## [What the task asks]
The reply must consist of the lines from the first line of the records through the line containing "display:grid; place-items:center; width:45px;", copied exactly, with every picture omitted.
Listed entries START
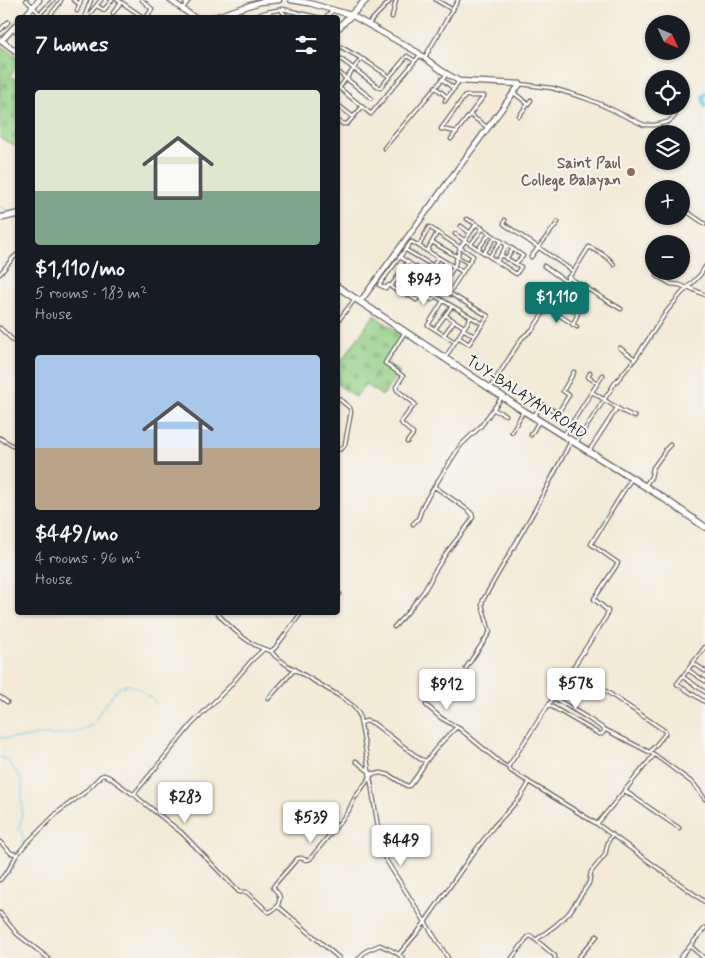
<!DOCTYPE html>
<html lang="en">
<head>
<meta charset="utf-8">
<style>
	body { margin:0; font-family:Mynerve,sans-serif; background:#20242c; color:#f1f3f6; height:100vh; display:flex; flex-direction:column; font-size:19px; white-space:nowrap }
	* { box-sizing:border-box; margin:0 }
	p { font-size:16px; color:#9ea1a6 }
	.icon { flex:none; width:28px; height:28px; fill:none; stroke:currentColor; stroke-width:2; stroke-linecap:round; stroke-linejoin:round }
	.map { position:relative; flex:1; overflow:hidden }
	.side { position:absolute; left:15px; top:15px; width:325px; height:600px; display:flex; flex-direction:column; background:#171b24; border-radius:5px; box-shadow:0 1px 4px #0004 }
	.side>* { flex:none }
	.needle { width:32px; rotate:134deg }
	.buttons { position:absolute; left:645px; top:15px; display:grid; gap:10px }
	.buttons a { display:grid; place-items:center; width:45px; height:45px; border-radius:50%; background:#171b24; box-shadow:0 1px 4px #0004; font-size:25px }
	.price { position:absolute; translate:-50% -42px; padding:0 11px; border-radius:5px; background:#fff; color:#222; font-size:16px; line-height:32px; filter:drop-shadow(0 1px 2px #0008) }
	.price::after { content:''; position:absolute; left:50%; top:30px; width:15px; height:11px; margin-left:-8px; background:inherit; clip-path:polygon(0 0,100% 0,50% 100%) }
	.price.current { background:#0f766e; color:#fff }
	ul { padding:0; list-style:none }
	li { display:grid; align-content:center; gap:10px; height:265px; padding:0 20px }
	li span { display:grid; place-items:center; height:155px; border-radius:5px; color:#555 }
	li>.icon { margin-inline-start:auto }
	span .icon { width:90px; height:90px; fill:#fffc; stroke-width:1 }
	li b { font-size:21px }
	h2 { display:flex; justify-content:space-between; align-items:center; height:60px; padding:0 20px; font-size:21px }
	.map>svg:first-child { display:block }
	.cemetery { fill:url(#cemetery-stones); stroke:#567550 }
	.lines { fill:none; stroke-linecap:round; stroke-linejoin:round }
	.stream { stroke:#65c1e3; stroke-width:1 }
	.river { stroke:#65c1e3; stroke-width:4 }
	.street-casing { stroke:#67645d; stroke-width:5 }
	.secondary-casing { stroke:#67645d; stroke-width:7 }
	.primary-casing { stroke:#67645d; stroke-width:8 }
	.street { stroke:#fff; stroke-width:2.5 }
	.secondary { stroke:#fff; stroke-width:4.5 }
	.primary { stroke:#fff; stroke-width:5.5 }
	.education-dot { fill:#8d6e63; stroke:#f6f6f2; stroke-width:2 }
	.labels { text-anchor:middle; stroke-width:4; stroke-linejoin:round; paint-order:stroke }
	.education-label { font-size:15px; font-weight:bold; fill:#785e54; stroke:#f6f6f2; text-anchor:end }
	.street-label { font-size:15px; fill:#1c1c1c; stroke:#f6f6f2 }
</style>
</head>
<body>
<div class="map">
<svg width="705" height="958" viewBox="0 0 705 958">
	<defs>
		<pattern id="cemetery-stones" width="16" height="16" patternUnits="userSpaceOnUse" patternTransform="scale(1.25)"><rect width="16" height="16" fill="#91ce84"/><path d="M2 7V4a2 2 0 0 1 4 0v3zM10 15v-3a2 2 0 0 1 4 0v3z" fill="#7cb071"/></pattern>
	</defs>
	<rect width="100%" height="100%" fill="#f6f6f2"/>
	<filter id="ink" filterUnits="userSpaceOnUse"><feTurbulence type="fractalNoise" baseFrequency=".02" numOctaves="2"/><feDisplacementMap in="SourceGraphic" scale="10" xChannelSelector="R" yChannelSelector="G"/><feConvolveMatrix kernelMatrix="1 2 1 2 8 2 1 2 1" color-interpolation-filters="sRGB"/></filter>
	<filter id="wash" filterUnits="userSpaceOnUse"><feTurbulence type="fractalNoise" baseFrequency=".0096" numOctaves="4" result="noise"/><feDisplacementMap in="SourceGraphic" scale="20" xChannelSelector="R" yChannelSelector="G"/><feGaussianBlur stdDeviation="1.12" result="paint"/><feColorMatrix in="noise" values="0 0 0 0 0 0 0 0 0 0 0 0 0 0 0 0 0 1.4 0 .05"/><feComposite in="paint" operator="in"/></filter>
	<g filter="url(#wash)">
		<rect width="100%" height="100%" fill="#f3ead7"/>
		<path class="cemetery" d="M0,44L17,56V65L10,76L17,80V147L0,138Z
			M374,315L404,336L386,363L400,372L382,396L366,384L356,397L338,385V366Z"/>
		<g class="lines">
			<path class="stream" d="M0,207L4,208L7,212L18,210
				M0,738H23L40,735H57L80,731L94,724L96,721L98,715L102,709L118,688L123,686L129,685L140,689L147,696L152,698L158,706
				M0,757L8,760L22,781V817L19,827L23,836L22,844"/>
			<path class="river" d="M705,94L703,97L705,106"/>
		</g>
	</g>
	<g filter="url(#ink)">
		<g class="lines">
			<defs>
				<path id="street" d="M26,0L44,18
					M73,0L80,4
					M118,0L143,17L146,18
					M142,0L152,9L146,18
					M436,0L453,10
					M97,6L104,10L112,0
					M183,8L189,0
					M281,10L288,18
					M77,11L81,0
					M268,12L273,18
					M113,13L121,2
					M392,17L396,0
					M36,18L53,0
					M48,18L59,4L61,0
					M84,18L91,0
					M86,18L101,0
					M249,18L267,12L283,9L320,18
					M325,18L333,10
					M368,24L391,0
					M12,29L18,33
					M0,30L8,22
					M338,47H341L359,57L361,59H363L390,77
					M338,57L380,88L407,56L415,61
					M425,57L458,0
					M338,72L371,98
					M442,79L454,89
					M520,84L552,88L585,98L600,104L644,125H655L668,122L673,118L676,114L675,106
					M338,87L371,114L420,55
					M435,87L447,97
					M339,88L361,59
					M514,93L528,104
					M445,101L459,81
					M338,105L352,116
					M470,115L487,127
					M519,116L531,100
					M338,121L343,124H347L362,107
					M457,132L441,129L465,96H484
					M451,139L484,96
					M384,148L447,74
					M467,219L476,224L523,256L516,263
					M505,220L504,224L573,271
					M679,221L686,211L705,224
					M476,224L460,248L454,267L435,296L483,324
					M461,226L470,233
					M455,234L516,274L521,267L501,255
					M412,242L463,272
					M432,242L468,263
					M471,244L483,228
					M419,246L429,227L473,256L449,293
					M478,249L490,233
					M406,250L432,265
					M427,251L437,233
					M484,253L495,237
					M490,256L501,241
					M400,257L434,280L441,287L449,293L488,316L469,344L458,337
					M531,257L558,222
					M506,259L513,249
					M497,261L507,245
					M408,262L391,286L392,288L398,291L400,289L416,267
					M544,266L565,281
					M0,274L12,259L18,254
					M427,275L438,258
					M657,276L671,284L680,285L687,288
					M568,277L621,309
					M418,280L436,294
					M434,280L446,262
					M391,286L389,285L386,288L379,285L411,242
					M413,287L431,300L435,296
					M688,287L705,295
					M560,288L585,302
					M400,289L416,300L421,293
					M408,295L424,273
					M553,298L578,313L573,325
					M580,299L588,288
					M443,301L428,325L455,342
					M547,307L577,327
					M445,315L464,327
					M338,321L355,299
					M0,328L18,345
					M435,329L452,306
					M463,329L474,336
					M405,332L385,363L403,376L396,387L397,390L415,404L401,422L402,424L413,434L407,442
					M444,335L454,321
					M620,348L635,359
					M445,358L471,317
					M590,373L588,377L597,383
					M490,388L522,338L533,329L547,307L575,269L589,247C597,251 610,257 614,265
					M592,392L622,411L635,417
					M338,398L350,408L351,412L345,444C344,448 342,449 338,450
					M494,410L506,415
					M534,416L542,404L558,413L569,395L563,391L574,372
					M512,432L523,412
					M531,435L539,421
					M564,435L603,375
					M0,438L18,449
					M576,443L615,383L635,359L667,311L681,294L700,275L705,267
					M589,451L617,408
					M631,479L591,544L618,563L594,599L608,611L606,617L508,767L511,771L597,824L705,902
					M645,486L651,477L653,468L663,454L665,450L670,445
					M413,524L418,519L424,503L460,446L481,426L502,397
					M338,592L340,594
					M216,612C230,627 250,647 271,651L275,648L302,612
					M394,627L407,613L424,591L430,581L433,574L447,552L469,524L473,517L472,514L468,510L435,487
					M705,647L677,684L705,702
					M271,651L275,656L287,665L341,697L353,706L359,714L366,752L381,846L383,855L391,868L448,958
					M693,663L705,671
					M466,668L490,632L482,605L483,600L536,508L571,441
					M573,669L665,731V734L650,752
					M688,670L705,681
					M683,677L705,692
					M0,697L7,702
					M554,698L586,717L604,729L655,755L694,784L705,799
					M268,699L295,669
					M426,705L441,718L460,729L502,764L508,767
					M549,705L599,734H602L605,730
					M361,723L366,721L373,723L420,759L426,761
					M356,761L371,773L375,774L381,773L389,775L407,786H409C417,778 421,769 427,760C435,749 446,737 456,728
					M625,791L679,828
					M134,794L192,724L229,687L252,660L264,649
					M597,824L654,755
					M0,842L11,853L16,854
					M0,880L9,869L16,856L26,844L58,812L84,793L101,776L104,775L109,777L131,793L134,794L139,799L182,833L239,892H246L249,894L268,912H270L277,907L280,908L339,958
					M277,907C278,905 279,903 279,901C282,895 275,891 273,887L276,883L297,859L301,858L306,860L310,859L348,812L354,799L373,773
					M0,913L17,934L48,958
					M536,940L555,956V958
					M690,946L704,958
					M399,954L418,932L469,859L494,826L520,798L528,785V782
					M359,958L366,951L380,945C388,949 396,951 403,958
					M512,958L528,937L531,936L536,940L556,925L569,913L589,883L591,872L605,855L608,842L612,834
					M578,958L597,936
					M680,958L705,928"/>
				<path id="secondary" d="M170,0L195,18
					M291,0L309,3L351,15L417,52L442,71L459,81L520,84
					M23,18L39,0
					M211,18L260,2L279,0
					M1,40L18,53
					M2,40L18,23
					M360,302L520,84"/>
				<path id="primary" d="M338,28L366,0
					M0,218L18,214
					M338,287L524,411L662,497L705,527"/>
			</defs>
			<use href="#street" class="street-casing"/>
			<use href="#secondary" class="secondary-casing"/>
			<use href="#primary" class="primary-casing"/>
			<use href="#street" class="street"/>
			<use href="#secondary" class="secondary"/>
			<use href="#primary" class="primary"/>
		</g>
	</g>
	<circle class="education-dot" cx="631" cy="172" r="5"/>
	<g class="labels">
		<g class="education-label">
			<text x="621" y="168">Saint Paul<tspan x="621" dy="17">College Balayan</tspan></text>
		</g>
		<g class="street-label">
			<text transform="translate(527 397) rotate(33)" y="5">TUY-BALAYAN ROAD</text>
		</g>
	</g>
</svg>
<div class="buttons">
<a><svg class="needle" viewBox="-14 -14 28 28"><path d="M0-13l5 13h-10z" fill="#e53935"/><path d="M0 13l5-13h-10z" fill="#9ea1a6"/></svg></a>
<a><svg class="icon" aria-label="locate" viewBox="0 0 24 24"><circle cx="12" cy="12" r="6"/><path d="M12 2v4M12 18v4M2 12h4M18 12h4"/></svg></a>
<a><svg class="icon" aria-label="layers" viewBox="0 0 24 24"><path d="M12 4l9 5-9 5-9-5zM3 14l9 5 9-5"/></svg></a>
<a>+</a>
<a>−</a>
</div>
<b class="price" style="left:424px;top:306px">$943</b>
<b class="price current" style="left:557px;top:324px">$1,110</b>
<b class="price" style="left:576px;top:710px">$578</b>
<b class="price" style="left:447px;top:711px">$912</b>
<b class="price" style="left:185px;top:824px">$283</b>
<b class="price" style="left:311px;top:844px">$539</b>
<b class="price" style="left:401px;top:867px">$449</b>
<section class="side">
<h2>7 homes<svg class="icon" aria-label="filters" viewBox="0 0 24 24"><path d="M4 7h16M4 17h16"/><circle cx="9" cy="7" r="2"/><circle cx="15" cy="17" r="2"/></svg></h2>
<ul>
<li><span style="background:linear-gradient(#dfe7d0 65%,#7fa58c 0)"><svg class="icon" aria-label="home" viewBox="0 0 24 24"><path d="M3 11l9-7 9 7M6 9v11h12V9"/></svg></span><div><b>$1,110/mo</b><p>5 rooms · 183 m²</p><p>House</p></div></li>
<li><span style="background:linear-gradient(#a9c7e8 60%,#b9a48a 0)"><svg class="icon" aria-label="home" viewBox="0 0 24 24"><path d="M3 11l9-7 9 7M6 9v11h12V9"/></svg></span><div><b>$449/mo</b><p>4 rooms · 96 m²</p><p>House</p></div></li>
</ul>
</section>
</div>
</body>
</html>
Listed entries END
## [Written solution]
<!DOCTYPE html>
<html lang="en">
<head>
<meta charset="utf-8">
<style>
	body { margin:0; font-family:Mynerve,sans-serif; background:#20242c; color:#f1f3f6; height:100vh; display:flex; flex-direction:column; font-size:19px; white-space:nowrap }
	* { box-sizing:border-box; margin:0 }
	p { font-size:16px; color:#9ea1a6 }
	.icon { flex:none; width:28px; height:28px; fill:none; stroke:currentColor; stroke-width:2; stroke-linecap:round; stroke-linejoin:round }
	.map { position:relative; flex:1; overflow:hidden }
	.side { position:absolute; left:15px; top:15px; width:325px; height:600px; display:flex; flex-direction:column; background:#171b24; border-radius:5px; box-shadow:0 1px 4px #0004 }
	.side>* { flex:none }
	.needle { width:32px; rotate:134deg }
	.buttons { position:absolute; left:645px; top:15px; display:grid; gap:10px }
	.buttons a { display:grid; place-items:center; width:45px; height:45px; border-radius:50%; background:#171b24; box-shadow:0 1px 4px #0004; font-size:25px }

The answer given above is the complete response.